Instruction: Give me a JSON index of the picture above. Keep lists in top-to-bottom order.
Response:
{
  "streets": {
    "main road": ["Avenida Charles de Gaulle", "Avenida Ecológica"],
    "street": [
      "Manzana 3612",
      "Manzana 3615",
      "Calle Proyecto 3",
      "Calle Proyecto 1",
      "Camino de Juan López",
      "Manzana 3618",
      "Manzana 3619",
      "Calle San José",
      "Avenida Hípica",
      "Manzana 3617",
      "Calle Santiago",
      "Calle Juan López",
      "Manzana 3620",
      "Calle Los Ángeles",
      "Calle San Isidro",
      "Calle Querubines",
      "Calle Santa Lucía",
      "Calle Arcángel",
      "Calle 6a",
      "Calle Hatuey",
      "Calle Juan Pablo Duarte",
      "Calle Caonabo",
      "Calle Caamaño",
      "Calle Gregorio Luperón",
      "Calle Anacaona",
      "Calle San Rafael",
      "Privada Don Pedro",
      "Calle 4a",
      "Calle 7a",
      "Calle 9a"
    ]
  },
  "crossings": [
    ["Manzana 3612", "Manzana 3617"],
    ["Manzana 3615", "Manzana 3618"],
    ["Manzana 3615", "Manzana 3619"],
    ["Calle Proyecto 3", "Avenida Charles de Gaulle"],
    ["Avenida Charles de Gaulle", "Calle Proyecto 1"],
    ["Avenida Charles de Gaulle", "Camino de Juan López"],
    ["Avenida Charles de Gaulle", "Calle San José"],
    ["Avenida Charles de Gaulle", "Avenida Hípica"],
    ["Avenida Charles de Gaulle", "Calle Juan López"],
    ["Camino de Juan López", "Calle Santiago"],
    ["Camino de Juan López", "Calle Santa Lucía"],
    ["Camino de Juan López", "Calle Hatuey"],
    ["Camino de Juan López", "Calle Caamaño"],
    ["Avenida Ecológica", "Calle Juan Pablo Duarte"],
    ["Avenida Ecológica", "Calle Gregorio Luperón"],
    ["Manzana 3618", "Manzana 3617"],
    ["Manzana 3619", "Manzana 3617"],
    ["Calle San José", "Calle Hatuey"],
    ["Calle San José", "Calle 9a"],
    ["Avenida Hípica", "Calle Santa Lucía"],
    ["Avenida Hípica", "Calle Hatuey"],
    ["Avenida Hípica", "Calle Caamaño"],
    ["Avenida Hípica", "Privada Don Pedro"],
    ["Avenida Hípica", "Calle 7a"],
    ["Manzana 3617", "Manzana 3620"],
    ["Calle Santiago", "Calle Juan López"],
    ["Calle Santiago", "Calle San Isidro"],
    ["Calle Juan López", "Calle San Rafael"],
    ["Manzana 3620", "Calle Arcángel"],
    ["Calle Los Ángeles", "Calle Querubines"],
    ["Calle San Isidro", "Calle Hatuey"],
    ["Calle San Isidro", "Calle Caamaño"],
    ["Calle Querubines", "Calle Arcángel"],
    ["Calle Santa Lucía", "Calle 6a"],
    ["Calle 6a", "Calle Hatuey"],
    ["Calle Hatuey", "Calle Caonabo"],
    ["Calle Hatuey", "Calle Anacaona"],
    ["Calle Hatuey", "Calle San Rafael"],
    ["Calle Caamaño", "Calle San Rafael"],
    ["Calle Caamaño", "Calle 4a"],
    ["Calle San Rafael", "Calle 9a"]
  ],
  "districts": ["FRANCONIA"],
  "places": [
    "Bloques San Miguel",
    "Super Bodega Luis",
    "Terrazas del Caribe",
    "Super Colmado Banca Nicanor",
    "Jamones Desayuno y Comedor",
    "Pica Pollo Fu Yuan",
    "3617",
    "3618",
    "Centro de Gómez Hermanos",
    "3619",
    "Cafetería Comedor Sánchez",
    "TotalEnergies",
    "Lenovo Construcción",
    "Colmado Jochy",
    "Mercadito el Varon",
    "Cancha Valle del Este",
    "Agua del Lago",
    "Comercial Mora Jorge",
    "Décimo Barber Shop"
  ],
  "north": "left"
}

───

_Problem details:_
Taking the material above, say how many lines have "José" in them, and give no other output.

_Output:_
4